Exercise brief: Set the data down again so that every line matches exactly.
START Supplied data
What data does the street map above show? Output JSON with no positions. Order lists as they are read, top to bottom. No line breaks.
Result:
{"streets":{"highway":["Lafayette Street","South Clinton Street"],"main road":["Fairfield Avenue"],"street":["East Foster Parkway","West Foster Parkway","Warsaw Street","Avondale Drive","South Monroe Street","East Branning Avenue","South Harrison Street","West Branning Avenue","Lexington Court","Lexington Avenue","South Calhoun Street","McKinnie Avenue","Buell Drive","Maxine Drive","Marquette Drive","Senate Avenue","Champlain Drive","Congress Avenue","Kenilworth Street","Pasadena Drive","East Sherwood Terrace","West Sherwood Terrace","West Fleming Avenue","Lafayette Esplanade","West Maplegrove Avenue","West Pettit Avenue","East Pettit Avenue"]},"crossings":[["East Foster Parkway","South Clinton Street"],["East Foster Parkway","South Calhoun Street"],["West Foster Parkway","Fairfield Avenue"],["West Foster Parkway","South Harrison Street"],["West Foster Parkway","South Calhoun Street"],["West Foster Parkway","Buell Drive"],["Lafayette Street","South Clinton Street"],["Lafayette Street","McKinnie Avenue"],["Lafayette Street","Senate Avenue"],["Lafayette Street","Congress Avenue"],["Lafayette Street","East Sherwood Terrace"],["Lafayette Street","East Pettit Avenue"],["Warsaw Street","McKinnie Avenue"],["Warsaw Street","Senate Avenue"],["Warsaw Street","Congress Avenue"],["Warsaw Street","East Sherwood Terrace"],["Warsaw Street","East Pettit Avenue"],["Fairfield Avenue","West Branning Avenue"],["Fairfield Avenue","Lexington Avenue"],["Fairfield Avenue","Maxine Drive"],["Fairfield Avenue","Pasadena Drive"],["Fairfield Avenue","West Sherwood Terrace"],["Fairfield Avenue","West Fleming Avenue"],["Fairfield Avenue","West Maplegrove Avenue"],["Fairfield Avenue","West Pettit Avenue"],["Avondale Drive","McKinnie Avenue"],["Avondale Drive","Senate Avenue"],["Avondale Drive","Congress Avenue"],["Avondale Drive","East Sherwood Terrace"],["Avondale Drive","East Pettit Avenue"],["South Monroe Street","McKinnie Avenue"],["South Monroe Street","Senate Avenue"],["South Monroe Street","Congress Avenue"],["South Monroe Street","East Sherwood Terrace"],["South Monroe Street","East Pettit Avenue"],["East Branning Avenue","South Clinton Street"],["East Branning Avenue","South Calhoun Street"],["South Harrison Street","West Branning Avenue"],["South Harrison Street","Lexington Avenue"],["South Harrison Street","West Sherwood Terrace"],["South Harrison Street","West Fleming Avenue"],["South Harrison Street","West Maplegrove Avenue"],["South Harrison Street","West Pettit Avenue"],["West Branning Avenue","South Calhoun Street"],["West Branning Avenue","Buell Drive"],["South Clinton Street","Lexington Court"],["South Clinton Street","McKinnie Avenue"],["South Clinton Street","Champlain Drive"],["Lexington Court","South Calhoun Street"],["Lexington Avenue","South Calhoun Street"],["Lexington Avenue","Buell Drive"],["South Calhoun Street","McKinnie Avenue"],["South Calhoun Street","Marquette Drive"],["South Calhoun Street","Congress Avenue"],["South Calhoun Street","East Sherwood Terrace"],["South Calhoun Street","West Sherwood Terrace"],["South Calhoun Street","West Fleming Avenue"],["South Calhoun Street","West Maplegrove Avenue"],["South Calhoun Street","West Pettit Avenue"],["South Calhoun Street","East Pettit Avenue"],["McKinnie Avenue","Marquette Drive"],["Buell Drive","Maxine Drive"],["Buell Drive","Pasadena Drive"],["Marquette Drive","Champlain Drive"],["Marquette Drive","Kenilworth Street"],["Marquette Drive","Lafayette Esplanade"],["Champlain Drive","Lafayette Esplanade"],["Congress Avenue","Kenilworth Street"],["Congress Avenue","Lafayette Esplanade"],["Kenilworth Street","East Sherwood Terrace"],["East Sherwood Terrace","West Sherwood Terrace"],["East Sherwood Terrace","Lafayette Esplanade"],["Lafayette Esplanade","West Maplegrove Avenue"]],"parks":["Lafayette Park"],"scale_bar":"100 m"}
END Supplied data
Answer to this task:
What data does the street map above show? Output JSON with no positions. Order lists as they are read, top to bottom. No line breaks.
Result:
{"streets":{"highway":["Lafayette Street","South Clinton Street"],"main road":["Fairfield Avenue"],"street":["East Foster Parkway","West Foster Parkway","Warsaw Street","Avondale Drive","South Monroe Street","East Branning Avenue","South Harrison Street","West Branning Avenue","Lexington Court","Lexington Avenue","South Calhoun Street","McKinnie Avenue","Buell Drive","Maxine Drive","Marquette Drive","Senate Avenue","Champlain Drive","Congress Avenue","Kenilworth Street","Pasadena Drive","East Sherwood Terrace","West Sherwood Terrace","West Fleming Avenue","Lafayette Esplanade","West Maplegrove Avenue","West Pettit Avenue","East Pettit Avenue"]},"crossings":[["East Foster Parkway","South Clinton Street"],["East Foster Parkway","South Calhoun Street"],["West Foster Parkway","Fairfield Avenue"],["West Foster Parkway","South Harrison Street"],["West Foster Parkway","South Calhoun Street"],["West Foster Parkway","Buell Drive"],["Lafayette Street","South Clinton Street"],["Lafayette Street","McKinnie Avenue"],["Lafayette Street","Senate Avenue"],["Lafayette Street","Congress Avenue"],["Lafayette Street","East Sherwood Terrace"],["Lafayette Street","East Pettit Avenue"],["Warsaw Street","McKinnie Avenue"],["Warsaw Street","Senate Avenue"],["Warsaw Street","Congress Avenue"],["Warsaw Street","East Sherwood Terrace"],["Warsaw Street","East Pettit Avenue"],["Fairfield Avenue","West Branning Avenue"],["Fairfield Avenue","Lexington Avenue"],["Fairfield Avenue","Maxine Drive"],["Fairfield Avenue","Pasadena Drive"],["Fairfield Avenue","West Sherwood Terrace"],["Fairfield Avenue","West Fleming Avenue"],["Fairfield Avenue","West Maplegrove Avenue"],["Fairfield Avenue","West Pettit Avenue"],["Avondale Drive","McKinnie Avenue"],["Avondale Drive","Senate Avenue"],["Avondale Drive","Congress Avenue"],["Avondale Drive","East Sherwood Terrace"],["Avondale Drive","East Pettit Avenue"],["South Monroe Street","McKinnie Avenue"],["South Monroe Street","Senate Avenue"],["South Monroe Street","Congress Avenue"],["South Monroe Street","East Sherwood Terrace"],["South Monroe Street","East Pettit Avenue"],["East Branning Avenue","South Clinton Street"],["East Branning Avenue","South Calhoun Street"],["South Harrison Street","West Branning Avenue"],["South Harrison Street","Lexington Avenue"],["South Harrison Street","West Sherwood Terrace"],["South Harrison Street","West Fleming Avenue"],["South Harrison Street","West Maplegrove Avenue"],["South Harrison Street","West Pettit Avenue"],["West Branning Avenue","South Calhoun Street"],["West Branning Avenue","Buell Drive"],["South Clinton Street","Lexington Court"],["South Clinton Street","McKinnie Avenue"],["South Clinton Street","Champlain Drive"],["Lexington Court","South Calhoun Street"],["Lexington Avenue","South Calhoun Street"],["Lexington Avenue","Buell Drive"],["South Calhoun Street","McKinnie Avenue"],["South Calhoun Street","Marquette Drive"],["South Calhoun Street","Congress Avenue"],["South Calhoun Street","East Sherwood Terrace"],["South Calhoun Street","West Sherwood Terrace"],["South Calhoun Street","West Fleming Avenue"],["South Calhoun Street","West Maplegrove Avenue"],["South Calhoun Street","West Pettit Avenue"],["South Calhoun Street","East Pettit Avenue"],["McKinnie Avenue","Marquette Drive"],["Buell Drive","Maxine Drive"],["Buell Drive","Pasadena Drive"],["Marquette Drive","Champlain Drive"],["Marquette Drive","Kenilworth Street"],["Marquette Drive","Lafayette Esplanade"],["Champlain Drive","Lafayette Esplanade"],["Congress Avenue","Kenilworth Street"],["Congress Avenue","Lafayette Esplanade"],["Kenilworth Street","East Sherwood Terrace"],["East Sherwood Terrace","West Sherwood Terrace"],["East Sherwood Terrace","Lafayette Esplanade"],["Lafayette Esplanade","West Maplegrove Avenue"]],"parks":["Lafayette Park"],"scale_bar":"100 m"}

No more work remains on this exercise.